Diarrhea: How to Get Help From Diet

Diarrhea is not a subject most people like to talk about–but I talk to people about it all the time in my practice. When people have diarrhea, it is sometimes hard for them to find useful help. Since dietary choices greatly affect diarrhea, it is important to know what food choices to focus on. Also, most people blame the food they ate right before the diarrhea started, which is not usually the culprit. Let me try and help minimize and control it with you here.

If you have diarrhea, you first need to try to figure out what is causing it and then determine what to do to control it.  If it has gone on for more than a couple of days, you should see your doctor and determine if there may be a medical reason for it. If you have done that and now want to try to control it, here are the dietary modifications to try and help.

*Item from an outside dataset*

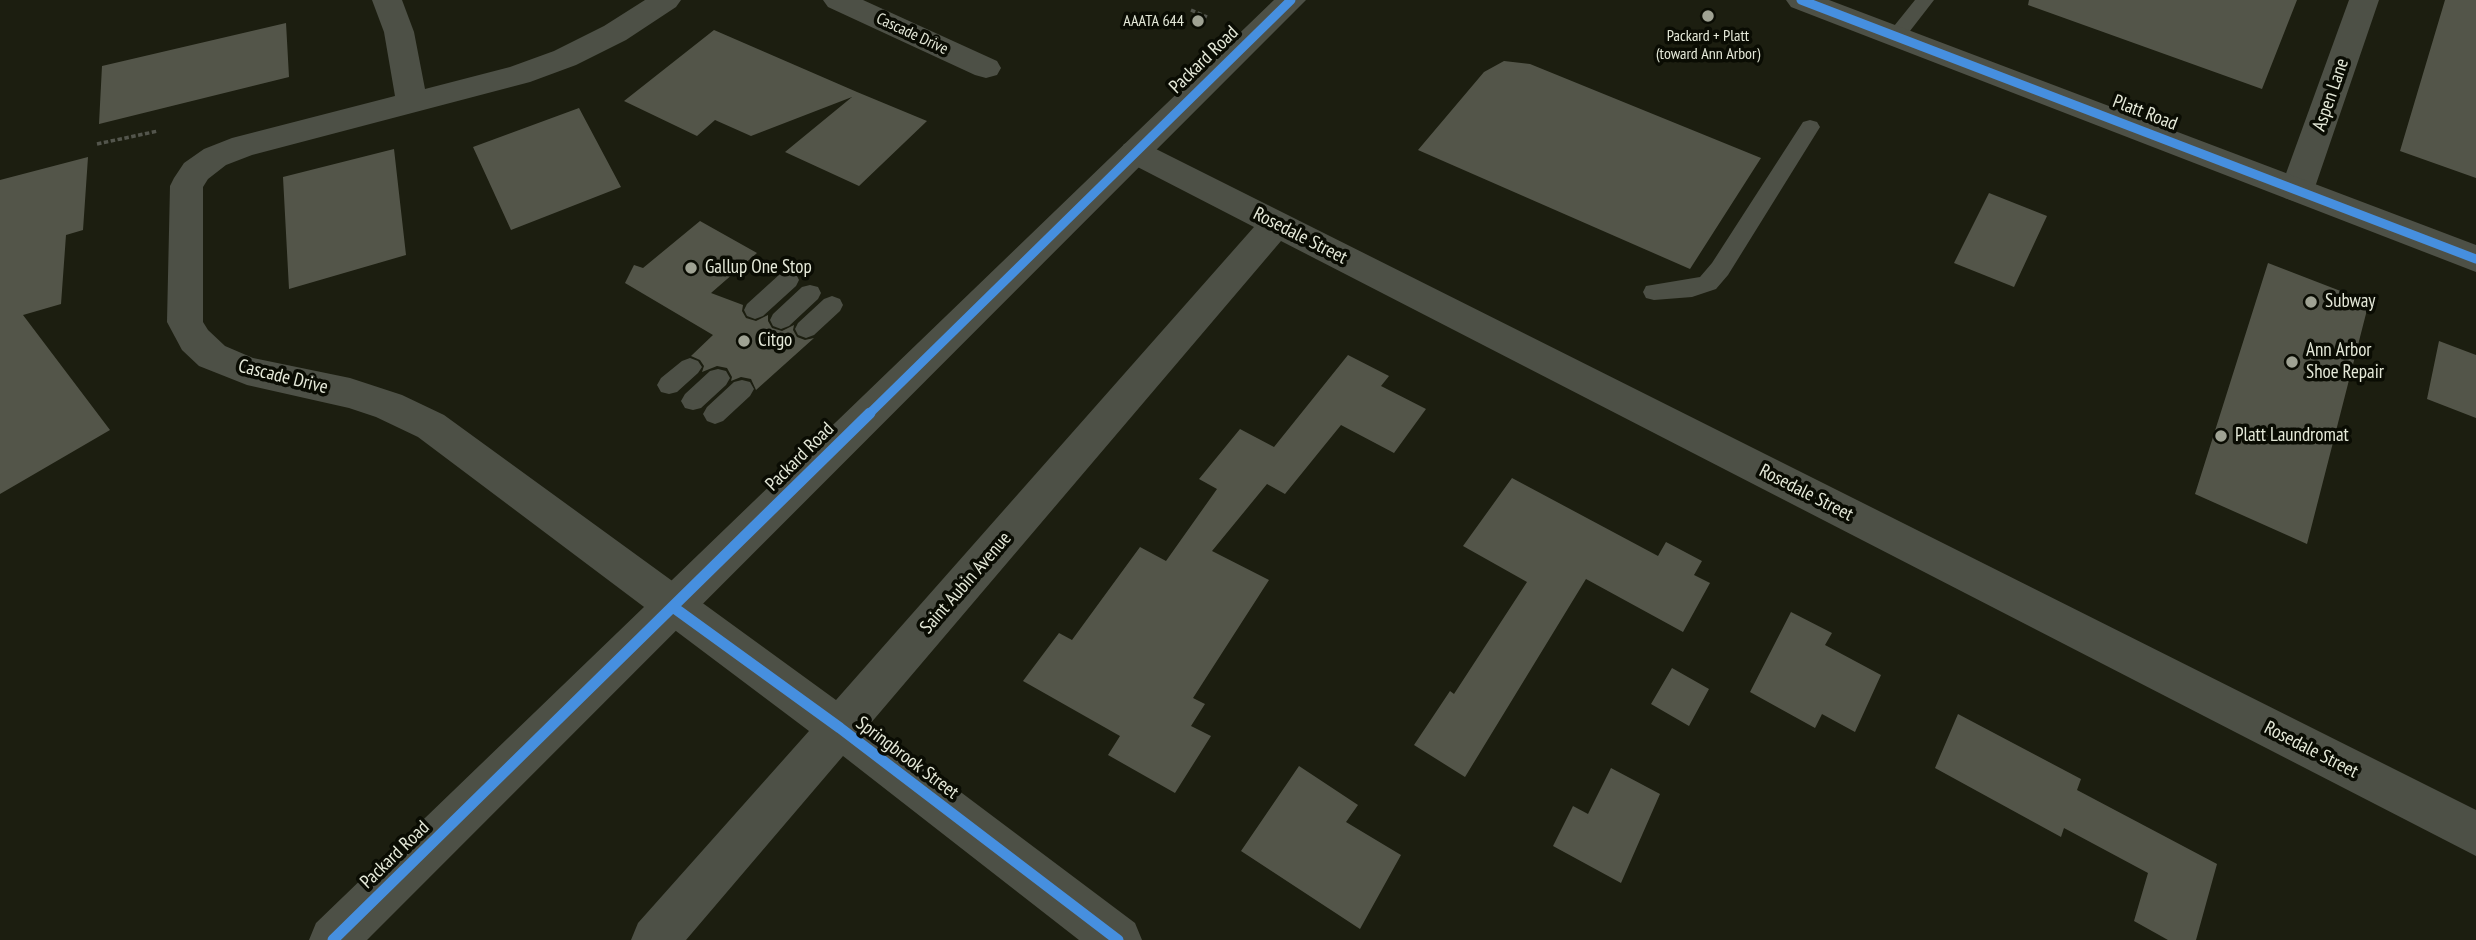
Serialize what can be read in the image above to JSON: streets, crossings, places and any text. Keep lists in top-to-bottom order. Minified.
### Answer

Diarrhea can be caused by many different things, including food poisoning, bacterial and viral infections, lactose intolerance, celiac disease (gluten intolerance), excessive sugar-alcohol consumption (like sorbitol and maltitol), intestinal parasites, irritable bowel syndrome, colitis, ulcerative colitis, Crohn’s disease, diverticulitis, too much thyroid medication,  too much caffeine, chemotherapy, radiation treatment in the abdomen,  a C. difficile infection, surgery to the intestines and other conditions including gastric bypass surgery, and other dietary factors—so make sure you have tried to identify the problem first.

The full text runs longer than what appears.